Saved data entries
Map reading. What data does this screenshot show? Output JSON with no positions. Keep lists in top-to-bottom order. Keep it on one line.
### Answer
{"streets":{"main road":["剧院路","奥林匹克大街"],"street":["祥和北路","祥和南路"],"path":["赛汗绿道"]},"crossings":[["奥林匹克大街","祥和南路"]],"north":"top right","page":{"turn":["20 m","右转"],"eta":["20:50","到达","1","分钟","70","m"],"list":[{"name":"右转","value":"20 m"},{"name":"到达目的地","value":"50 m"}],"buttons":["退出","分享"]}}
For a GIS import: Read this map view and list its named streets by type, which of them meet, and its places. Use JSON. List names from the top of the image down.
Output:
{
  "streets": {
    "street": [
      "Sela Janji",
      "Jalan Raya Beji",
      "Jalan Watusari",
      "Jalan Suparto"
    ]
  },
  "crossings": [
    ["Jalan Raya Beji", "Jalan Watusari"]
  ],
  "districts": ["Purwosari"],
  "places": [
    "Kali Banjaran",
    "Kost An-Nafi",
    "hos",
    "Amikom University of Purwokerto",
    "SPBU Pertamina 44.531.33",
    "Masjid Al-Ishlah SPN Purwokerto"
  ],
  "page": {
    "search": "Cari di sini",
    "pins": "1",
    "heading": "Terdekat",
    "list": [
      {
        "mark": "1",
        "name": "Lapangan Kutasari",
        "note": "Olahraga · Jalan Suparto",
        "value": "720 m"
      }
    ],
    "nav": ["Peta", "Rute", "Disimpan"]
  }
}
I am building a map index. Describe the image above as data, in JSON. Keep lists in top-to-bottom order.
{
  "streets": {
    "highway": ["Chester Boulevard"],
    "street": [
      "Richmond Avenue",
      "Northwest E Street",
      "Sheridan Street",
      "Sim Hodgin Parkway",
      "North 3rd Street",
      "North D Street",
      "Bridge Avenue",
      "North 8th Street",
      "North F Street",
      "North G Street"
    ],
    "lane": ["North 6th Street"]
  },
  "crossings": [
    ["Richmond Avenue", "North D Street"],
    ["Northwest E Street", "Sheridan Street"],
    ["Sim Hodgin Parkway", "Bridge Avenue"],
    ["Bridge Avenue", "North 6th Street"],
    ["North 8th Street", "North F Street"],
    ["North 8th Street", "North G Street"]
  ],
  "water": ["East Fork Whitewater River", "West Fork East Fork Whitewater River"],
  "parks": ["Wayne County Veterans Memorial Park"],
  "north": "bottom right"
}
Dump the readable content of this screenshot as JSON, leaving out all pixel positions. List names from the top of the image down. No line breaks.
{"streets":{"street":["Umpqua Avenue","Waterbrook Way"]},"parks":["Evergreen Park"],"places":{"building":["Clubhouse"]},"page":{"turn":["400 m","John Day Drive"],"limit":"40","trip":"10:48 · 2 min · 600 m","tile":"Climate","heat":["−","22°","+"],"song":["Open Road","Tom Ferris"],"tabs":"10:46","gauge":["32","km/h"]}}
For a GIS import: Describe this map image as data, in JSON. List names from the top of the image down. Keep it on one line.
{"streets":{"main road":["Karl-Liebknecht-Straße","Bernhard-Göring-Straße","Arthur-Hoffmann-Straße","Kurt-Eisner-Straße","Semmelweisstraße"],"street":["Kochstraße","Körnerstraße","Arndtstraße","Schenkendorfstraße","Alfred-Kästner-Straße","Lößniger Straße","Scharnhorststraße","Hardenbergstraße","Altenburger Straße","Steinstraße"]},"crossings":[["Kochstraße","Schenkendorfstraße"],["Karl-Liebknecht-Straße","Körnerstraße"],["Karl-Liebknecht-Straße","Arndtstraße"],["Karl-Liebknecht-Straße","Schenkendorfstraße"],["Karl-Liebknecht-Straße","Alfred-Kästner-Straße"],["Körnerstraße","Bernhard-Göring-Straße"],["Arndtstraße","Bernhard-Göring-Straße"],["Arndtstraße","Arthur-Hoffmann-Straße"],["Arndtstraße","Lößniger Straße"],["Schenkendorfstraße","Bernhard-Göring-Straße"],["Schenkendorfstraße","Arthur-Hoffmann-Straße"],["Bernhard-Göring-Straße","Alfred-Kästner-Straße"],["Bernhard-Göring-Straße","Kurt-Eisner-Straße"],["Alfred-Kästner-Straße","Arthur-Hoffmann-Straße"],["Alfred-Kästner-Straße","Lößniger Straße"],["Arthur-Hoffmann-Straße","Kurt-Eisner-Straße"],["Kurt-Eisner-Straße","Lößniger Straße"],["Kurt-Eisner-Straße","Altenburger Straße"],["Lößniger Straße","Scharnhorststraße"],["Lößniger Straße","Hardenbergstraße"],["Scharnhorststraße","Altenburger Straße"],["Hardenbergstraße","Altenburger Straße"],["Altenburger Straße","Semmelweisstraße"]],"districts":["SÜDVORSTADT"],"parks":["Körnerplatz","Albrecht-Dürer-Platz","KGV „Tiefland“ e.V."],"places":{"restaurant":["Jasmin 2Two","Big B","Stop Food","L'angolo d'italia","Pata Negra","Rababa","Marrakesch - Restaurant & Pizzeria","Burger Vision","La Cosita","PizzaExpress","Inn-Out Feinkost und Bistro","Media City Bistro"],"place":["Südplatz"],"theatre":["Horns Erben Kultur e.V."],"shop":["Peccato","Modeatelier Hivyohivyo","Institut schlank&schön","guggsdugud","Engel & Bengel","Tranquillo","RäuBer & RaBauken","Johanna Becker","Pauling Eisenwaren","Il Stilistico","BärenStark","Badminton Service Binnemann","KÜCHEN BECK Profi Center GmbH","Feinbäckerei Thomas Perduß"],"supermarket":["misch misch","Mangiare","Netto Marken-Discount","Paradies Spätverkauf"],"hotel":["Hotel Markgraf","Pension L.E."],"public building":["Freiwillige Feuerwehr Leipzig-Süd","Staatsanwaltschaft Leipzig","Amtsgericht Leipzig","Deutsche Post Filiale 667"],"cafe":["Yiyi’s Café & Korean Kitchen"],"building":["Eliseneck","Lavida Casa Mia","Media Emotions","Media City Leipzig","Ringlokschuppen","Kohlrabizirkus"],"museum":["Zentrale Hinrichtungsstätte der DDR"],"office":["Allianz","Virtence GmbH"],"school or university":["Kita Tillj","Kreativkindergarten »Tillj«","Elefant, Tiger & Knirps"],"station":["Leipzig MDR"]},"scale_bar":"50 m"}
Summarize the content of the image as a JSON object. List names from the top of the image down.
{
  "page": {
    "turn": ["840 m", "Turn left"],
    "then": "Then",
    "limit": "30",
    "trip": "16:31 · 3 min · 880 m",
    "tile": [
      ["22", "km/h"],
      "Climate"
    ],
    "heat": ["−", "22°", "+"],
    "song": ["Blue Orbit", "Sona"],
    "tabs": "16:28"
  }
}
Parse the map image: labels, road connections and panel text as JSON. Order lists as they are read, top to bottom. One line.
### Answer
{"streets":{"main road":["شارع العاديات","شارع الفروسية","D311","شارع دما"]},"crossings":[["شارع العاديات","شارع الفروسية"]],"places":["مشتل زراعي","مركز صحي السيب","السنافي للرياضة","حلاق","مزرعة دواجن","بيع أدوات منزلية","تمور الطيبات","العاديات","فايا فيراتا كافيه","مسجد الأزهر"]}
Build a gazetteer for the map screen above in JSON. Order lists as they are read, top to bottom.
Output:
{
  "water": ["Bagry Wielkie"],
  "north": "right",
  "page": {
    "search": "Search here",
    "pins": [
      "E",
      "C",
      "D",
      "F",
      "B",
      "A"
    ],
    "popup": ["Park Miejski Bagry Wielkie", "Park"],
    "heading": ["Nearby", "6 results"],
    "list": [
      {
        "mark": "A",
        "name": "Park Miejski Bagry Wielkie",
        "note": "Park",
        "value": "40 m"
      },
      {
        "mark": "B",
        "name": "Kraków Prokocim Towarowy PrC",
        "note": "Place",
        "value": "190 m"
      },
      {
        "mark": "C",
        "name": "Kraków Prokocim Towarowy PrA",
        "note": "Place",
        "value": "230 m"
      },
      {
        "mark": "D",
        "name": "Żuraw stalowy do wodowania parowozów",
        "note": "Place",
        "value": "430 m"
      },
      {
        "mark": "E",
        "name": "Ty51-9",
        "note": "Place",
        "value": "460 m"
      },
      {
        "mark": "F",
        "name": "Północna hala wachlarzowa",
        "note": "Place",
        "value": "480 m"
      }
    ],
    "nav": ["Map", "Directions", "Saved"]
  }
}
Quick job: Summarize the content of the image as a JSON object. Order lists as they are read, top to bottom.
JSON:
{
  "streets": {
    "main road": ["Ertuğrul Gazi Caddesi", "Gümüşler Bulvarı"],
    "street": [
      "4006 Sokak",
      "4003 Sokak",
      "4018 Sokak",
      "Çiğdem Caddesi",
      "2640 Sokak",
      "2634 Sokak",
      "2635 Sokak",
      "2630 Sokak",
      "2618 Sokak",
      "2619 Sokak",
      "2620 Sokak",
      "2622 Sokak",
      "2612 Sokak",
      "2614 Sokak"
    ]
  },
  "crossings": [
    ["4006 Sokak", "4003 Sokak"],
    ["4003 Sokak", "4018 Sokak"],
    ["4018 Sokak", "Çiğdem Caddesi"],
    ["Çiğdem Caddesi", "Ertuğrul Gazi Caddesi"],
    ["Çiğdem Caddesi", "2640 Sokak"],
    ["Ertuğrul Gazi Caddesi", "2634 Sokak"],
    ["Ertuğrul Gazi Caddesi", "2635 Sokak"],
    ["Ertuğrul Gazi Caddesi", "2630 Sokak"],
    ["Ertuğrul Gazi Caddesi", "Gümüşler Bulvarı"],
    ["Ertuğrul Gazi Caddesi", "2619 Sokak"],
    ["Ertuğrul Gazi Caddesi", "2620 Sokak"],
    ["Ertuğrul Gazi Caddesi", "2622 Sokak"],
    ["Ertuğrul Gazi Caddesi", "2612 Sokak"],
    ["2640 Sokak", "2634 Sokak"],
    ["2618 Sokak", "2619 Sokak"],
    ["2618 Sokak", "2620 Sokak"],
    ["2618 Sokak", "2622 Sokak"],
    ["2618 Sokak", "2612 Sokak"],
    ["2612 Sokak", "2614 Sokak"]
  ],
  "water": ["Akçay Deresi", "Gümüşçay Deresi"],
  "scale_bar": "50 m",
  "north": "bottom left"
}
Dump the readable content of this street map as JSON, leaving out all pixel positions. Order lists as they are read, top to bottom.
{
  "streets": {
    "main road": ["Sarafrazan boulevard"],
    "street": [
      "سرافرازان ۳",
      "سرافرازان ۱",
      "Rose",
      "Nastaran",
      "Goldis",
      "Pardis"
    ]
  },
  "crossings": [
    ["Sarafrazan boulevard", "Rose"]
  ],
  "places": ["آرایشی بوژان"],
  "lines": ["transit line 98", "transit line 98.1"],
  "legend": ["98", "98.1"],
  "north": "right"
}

▶ [About this task]: Your answer must be the lines from the first line of the records through the line containing "For a GIS import: Read", copied exactly.

▶ [Task response]:
Map reading. What data does this screenshot show? Output JSON with no positions. Keep lists in top-to-bottom order. Keep it on one line.
### Answer
{"streets":{"main road":["剧院路","奥林匹克大街"],"street":["祥和北路","祥和南路"],"path":["赛汗绿道"]},"crossings":[["奥林匹克大街","祥和南路"]],"north":"top right","page":{"turn":["20 m","右转"],"eta":["20:50","到达","1","分钟","70","m"],"list":[{"name":"右转","value":"20 m"},{"name":"到达目的地","value":"50 m"}],"buttons":["退出","分享"]}}
For a GIS import: Read this map view and list its named streets by type, which of them meet, and its places. Use JSON. List names from the top of the image down.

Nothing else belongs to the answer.